**Materials provided:**
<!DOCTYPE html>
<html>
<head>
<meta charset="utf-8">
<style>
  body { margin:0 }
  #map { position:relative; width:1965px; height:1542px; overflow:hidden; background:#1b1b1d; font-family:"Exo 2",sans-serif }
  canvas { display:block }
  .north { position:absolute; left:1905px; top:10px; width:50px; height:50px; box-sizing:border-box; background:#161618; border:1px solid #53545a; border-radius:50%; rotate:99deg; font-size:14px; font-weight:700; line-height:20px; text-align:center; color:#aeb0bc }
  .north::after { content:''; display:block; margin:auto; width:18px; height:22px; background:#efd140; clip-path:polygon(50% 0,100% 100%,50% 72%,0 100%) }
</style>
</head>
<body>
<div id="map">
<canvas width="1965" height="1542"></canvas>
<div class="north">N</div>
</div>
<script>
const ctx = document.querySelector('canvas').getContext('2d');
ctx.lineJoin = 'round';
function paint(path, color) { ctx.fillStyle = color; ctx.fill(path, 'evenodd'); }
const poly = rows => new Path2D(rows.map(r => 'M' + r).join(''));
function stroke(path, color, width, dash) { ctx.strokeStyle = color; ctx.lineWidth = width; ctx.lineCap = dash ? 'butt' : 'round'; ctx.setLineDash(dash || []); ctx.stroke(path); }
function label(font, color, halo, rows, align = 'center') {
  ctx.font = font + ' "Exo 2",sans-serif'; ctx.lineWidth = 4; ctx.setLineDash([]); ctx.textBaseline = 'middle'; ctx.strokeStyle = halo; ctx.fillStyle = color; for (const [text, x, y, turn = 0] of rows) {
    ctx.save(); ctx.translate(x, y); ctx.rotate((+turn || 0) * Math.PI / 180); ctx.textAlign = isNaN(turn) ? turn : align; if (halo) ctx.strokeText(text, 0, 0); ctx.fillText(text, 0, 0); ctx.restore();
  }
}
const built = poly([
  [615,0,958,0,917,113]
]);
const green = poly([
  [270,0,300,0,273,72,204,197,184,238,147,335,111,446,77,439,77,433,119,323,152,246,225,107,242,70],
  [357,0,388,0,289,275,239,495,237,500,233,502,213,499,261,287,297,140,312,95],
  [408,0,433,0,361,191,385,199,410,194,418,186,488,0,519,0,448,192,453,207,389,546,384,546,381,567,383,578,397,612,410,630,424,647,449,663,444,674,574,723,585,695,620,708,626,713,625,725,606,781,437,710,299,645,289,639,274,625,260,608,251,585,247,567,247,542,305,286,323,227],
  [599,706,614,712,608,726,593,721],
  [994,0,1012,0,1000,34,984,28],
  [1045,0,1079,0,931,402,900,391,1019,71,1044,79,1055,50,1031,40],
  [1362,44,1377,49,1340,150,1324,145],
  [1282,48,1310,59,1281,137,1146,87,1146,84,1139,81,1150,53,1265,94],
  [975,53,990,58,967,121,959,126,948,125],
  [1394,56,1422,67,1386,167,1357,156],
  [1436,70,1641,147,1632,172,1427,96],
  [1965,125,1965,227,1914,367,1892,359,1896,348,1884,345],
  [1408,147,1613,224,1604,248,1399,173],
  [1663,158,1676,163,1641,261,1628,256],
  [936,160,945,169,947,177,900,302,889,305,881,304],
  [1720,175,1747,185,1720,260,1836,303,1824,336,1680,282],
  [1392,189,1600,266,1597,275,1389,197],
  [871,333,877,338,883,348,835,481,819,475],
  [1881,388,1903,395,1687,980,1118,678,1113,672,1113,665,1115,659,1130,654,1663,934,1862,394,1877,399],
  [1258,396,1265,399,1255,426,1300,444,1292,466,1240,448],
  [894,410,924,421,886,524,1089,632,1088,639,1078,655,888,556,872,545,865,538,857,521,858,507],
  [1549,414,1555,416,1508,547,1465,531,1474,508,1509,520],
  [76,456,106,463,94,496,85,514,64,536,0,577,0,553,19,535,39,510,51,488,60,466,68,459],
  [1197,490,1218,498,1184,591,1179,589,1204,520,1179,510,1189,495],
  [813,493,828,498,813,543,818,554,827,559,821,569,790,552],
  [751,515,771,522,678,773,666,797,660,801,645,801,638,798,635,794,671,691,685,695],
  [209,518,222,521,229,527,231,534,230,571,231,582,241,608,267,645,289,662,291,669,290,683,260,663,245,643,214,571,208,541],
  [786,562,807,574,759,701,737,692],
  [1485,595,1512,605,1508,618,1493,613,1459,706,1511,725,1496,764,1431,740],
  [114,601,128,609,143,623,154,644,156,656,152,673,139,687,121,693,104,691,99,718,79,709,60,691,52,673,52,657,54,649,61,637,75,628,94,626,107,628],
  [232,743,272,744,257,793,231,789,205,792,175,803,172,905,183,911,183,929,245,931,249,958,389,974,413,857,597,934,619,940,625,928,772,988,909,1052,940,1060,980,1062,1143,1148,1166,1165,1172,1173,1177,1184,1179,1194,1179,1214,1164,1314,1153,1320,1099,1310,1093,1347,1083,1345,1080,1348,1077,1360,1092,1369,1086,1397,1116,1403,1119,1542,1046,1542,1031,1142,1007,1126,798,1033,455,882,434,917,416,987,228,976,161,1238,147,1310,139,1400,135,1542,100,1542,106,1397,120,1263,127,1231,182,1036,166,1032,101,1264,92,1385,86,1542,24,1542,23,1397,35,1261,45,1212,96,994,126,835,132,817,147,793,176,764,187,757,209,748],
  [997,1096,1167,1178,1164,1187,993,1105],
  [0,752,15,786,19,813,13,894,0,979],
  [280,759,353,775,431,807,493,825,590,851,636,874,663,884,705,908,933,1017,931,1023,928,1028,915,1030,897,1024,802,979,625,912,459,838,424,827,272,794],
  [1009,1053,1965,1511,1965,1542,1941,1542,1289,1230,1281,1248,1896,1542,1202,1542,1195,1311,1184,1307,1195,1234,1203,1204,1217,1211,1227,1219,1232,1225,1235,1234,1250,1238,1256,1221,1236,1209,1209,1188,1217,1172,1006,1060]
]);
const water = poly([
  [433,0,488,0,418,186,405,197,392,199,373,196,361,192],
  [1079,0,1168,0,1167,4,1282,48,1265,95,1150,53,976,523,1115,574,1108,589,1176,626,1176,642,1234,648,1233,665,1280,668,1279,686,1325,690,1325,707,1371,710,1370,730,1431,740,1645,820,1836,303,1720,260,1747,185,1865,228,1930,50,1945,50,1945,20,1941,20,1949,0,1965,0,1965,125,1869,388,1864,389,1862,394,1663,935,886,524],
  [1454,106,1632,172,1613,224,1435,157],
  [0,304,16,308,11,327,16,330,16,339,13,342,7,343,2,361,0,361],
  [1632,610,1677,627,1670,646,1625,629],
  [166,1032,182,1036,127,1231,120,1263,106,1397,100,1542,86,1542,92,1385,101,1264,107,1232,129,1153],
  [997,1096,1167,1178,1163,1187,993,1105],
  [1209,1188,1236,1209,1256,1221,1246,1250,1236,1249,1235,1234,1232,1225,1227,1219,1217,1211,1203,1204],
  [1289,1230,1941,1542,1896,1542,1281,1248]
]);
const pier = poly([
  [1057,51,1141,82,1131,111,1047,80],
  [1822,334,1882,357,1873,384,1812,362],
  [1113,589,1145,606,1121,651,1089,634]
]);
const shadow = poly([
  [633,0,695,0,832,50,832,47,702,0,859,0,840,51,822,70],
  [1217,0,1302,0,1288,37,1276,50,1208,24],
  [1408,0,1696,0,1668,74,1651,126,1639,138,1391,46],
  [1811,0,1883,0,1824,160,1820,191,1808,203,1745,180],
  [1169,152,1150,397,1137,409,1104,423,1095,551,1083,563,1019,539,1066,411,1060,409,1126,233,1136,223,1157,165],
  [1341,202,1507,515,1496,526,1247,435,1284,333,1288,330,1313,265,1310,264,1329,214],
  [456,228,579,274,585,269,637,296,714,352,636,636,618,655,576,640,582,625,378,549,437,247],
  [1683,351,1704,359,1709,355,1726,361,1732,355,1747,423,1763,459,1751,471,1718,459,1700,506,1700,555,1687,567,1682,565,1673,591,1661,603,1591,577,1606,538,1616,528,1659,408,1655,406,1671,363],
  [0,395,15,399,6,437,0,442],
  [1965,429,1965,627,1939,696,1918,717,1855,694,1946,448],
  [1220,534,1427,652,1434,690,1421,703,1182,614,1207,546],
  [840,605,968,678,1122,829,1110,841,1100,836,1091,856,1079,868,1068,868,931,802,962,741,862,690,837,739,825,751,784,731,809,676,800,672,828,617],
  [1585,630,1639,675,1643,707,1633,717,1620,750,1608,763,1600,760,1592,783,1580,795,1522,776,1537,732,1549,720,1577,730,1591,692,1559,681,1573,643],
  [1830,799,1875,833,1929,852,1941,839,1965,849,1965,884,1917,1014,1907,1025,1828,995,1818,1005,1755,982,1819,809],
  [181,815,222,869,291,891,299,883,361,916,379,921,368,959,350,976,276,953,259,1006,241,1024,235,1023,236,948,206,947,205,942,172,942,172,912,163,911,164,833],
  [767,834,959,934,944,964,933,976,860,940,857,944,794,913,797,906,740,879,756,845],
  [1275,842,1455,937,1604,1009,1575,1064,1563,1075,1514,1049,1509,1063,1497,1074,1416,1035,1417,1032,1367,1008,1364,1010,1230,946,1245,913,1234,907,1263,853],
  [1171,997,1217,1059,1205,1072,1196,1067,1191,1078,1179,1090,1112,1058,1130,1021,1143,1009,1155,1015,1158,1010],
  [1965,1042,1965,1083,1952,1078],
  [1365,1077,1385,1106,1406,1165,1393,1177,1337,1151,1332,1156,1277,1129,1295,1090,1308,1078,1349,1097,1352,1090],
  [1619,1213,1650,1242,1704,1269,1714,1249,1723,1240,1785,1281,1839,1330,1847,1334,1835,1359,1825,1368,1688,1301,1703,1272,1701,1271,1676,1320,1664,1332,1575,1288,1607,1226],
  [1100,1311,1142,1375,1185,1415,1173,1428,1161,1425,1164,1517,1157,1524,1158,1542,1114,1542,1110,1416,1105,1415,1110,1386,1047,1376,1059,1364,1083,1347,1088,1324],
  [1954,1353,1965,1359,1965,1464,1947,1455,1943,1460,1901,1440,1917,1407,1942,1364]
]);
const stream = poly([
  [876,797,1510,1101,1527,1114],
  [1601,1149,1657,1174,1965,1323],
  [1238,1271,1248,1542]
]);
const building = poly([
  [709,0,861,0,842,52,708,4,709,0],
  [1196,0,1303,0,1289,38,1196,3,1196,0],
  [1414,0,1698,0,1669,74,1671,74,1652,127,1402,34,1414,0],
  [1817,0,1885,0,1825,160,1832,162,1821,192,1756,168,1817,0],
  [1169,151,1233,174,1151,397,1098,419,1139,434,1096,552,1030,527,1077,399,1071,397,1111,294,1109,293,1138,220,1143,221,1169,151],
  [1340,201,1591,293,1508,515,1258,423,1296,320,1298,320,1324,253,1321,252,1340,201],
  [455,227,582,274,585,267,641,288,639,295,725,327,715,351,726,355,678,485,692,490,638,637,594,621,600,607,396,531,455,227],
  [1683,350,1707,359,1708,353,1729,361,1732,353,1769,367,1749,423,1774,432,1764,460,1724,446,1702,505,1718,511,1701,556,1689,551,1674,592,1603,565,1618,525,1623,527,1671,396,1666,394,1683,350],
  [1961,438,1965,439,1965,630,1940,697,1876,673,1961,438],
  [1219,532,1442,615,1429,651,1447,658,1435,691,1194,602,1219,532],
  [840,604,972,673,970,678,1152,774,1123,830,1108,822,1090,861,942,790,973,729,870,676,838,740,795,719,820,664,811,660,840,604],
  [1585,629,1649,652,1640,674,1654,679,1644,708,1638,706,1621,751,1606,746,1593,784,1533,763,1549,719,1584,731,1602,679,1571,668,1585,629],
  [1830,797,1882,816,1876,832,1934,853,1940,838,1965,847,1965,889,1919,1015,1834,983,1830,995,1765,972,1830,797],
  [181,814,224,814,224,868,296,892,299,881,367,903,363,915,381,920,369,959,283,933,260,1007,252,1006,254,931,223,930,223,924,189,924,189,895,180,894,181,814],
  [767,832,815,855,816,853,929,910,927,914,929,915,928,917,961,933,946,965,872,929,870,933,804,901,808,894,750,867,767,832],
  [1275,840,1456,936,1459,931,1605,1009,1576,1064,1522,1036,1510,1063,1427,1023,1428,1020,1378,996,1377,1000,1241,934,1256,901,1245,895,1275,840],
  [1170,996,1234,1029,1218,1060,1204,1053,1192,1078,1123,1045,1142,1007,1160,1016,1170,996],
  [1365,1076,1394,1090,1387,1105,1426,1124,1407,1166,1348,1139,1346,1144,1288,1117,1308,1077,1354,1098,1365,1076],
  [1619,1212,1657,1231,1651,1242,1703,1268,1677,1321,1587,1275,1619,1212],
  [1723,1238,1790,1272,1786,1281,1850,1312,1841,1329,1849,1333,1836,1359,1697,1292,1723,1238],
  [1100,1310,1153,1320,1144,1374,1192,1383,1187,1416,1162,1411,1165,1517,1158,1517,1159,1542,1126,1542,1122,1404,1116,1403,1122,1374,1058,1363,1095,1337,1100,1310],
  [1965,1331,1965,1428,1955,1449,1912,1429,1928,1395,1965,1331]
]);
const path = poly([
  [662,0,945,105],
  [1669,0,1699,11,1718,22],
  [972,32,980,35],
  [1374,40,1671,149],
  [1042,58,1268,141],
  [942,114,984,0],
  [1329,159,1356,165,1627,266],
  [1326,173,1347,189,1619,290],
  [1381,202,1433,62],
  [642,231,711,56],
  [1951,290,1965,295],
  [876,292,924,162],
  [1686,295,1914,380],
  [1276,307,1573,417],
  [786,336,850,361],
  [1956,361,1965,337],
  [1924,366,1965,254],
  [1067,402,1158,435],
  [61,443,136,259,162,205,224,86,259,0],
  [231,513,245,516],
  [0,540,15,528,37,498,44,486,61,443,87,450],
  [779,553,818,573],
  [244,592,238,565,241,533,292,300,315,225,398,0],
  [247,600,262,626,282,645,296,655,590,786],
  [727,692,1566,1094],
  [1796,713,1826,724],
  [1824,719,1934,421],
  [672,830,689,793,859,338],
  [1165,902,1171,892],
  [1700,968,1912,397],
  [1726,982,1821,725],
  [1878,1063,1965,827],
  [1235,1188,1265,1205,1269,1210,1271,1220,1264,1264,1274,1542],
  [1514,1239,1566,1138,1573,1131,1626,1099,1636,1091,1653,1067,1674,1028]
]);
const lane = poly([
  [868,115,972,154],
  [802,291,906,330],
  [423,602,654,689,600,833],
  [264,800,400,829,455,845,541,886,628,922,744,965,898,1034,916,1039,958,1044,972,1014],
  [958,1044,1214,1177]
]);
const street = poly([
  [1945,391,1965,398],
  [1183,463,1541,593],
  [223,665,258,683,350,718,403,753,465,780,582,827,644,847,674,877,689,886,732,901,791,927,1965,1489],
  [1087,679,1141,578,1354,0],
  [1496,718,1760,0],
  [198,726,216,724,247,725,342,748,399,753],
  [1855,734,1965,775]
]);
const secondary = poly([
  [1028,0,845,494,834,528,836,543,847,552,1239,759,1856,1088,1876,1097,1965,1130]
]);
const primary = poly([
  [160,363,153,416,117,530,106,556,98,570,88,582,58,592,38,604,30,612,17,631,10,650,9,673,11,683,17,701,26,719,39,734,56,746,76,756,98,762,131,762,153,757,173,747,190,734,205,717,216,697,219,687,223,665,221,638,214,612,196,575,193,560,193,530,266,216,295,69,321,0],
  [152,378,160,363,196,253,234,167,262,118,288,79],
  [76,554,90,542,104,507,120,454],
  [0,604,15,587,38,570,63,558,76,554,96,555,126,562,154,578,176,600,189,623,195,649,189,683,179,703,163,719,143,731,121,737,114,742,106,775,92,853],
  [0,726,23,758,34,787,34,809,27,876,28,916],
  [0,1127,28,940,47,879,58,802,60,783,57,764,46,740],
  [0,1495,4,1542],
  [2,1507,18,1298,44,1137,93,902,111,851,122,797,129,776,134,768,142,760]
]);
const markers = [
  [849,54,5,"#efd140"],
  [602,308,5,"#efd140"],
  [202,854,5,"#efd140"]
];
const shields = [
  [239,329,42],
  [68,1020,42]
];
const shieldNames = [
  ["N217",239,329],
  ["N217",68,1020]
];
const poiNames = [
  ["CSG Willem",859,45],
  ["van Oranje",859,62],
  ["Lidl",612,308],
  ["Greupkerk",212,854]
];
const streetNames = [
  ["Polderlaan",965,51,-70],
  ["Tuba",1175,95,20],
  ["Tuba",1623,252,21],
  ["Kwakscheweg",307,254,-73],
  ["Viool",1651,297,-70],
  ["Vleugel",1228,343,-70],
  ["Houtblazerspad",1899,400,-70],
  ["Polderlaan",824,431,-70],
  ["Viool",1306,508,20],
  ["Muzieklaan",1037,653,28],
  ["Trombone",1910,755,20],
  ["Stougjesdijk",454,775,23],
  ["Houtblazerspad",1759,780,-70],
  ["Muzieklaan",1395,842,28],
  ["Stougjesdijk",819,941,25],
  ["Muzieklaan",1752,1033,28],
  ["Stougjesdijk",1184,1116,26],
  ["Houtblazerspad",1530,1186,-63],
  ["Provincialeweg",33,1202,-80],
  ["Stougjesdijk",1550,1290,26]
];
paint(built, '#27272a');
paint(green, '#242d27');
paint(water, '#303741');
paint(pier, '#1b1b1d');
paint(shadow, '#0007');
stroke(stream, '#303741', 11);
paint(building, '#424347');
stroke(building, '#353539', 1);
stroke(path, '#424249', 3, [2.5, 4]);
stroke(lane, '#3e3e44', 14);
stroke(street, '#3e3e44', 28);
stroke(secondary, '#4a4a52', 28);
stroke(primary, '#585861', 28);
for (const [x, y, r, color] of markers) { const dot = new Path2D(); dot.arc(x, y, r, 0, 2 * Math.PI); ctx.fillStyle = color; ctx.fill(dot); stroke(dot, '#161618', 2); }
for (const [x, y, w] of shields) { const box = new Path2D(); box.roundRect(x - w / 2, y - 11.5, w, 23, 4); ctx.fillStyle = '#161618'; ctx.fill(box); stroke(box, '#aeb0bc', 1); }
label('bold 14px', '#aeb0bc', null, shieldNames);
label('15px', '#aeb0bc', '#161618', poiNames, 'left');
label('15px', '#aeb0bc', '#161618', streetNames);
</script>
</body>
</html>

**Exercise instructions:** Output must be limited to the lines beginning with the one that contains "stroke(street, '#3e3e44', 28);" and ending with the last line of the entries, reproduced exactly.

**Reply:**
stroke(street, '#3e3e44', 28);
stroke(secondary, '#4a4a52', 28);
stroke(primary, '#585861', 28);
for (const [x, y, r, color] of markers) { const dot = new Path2D(); dot.arc(x, y, r, 0, 2 * Math.PI); ctx.fillStyle = color; ctx.fill(dot); stroke(dot, '#161618', 2); }
for (const [x, y, w] of shields) { const box = new Path2D(); box.roundRect(x - w / 2, y - 11.5, w, 23, 4); ctx.fillStyle = '#161618'; ctx.fill(box); stroke(box, '#aeb0bc', 1); }
label('bold 14px', '#aeb0bc', null, shieldNames);
label('15px', '#aeb0bc', '#161618', poiNames, 'left');
label('15px', '#aeb0bc', '#161618', streetNames);
</script>
</body>
</html>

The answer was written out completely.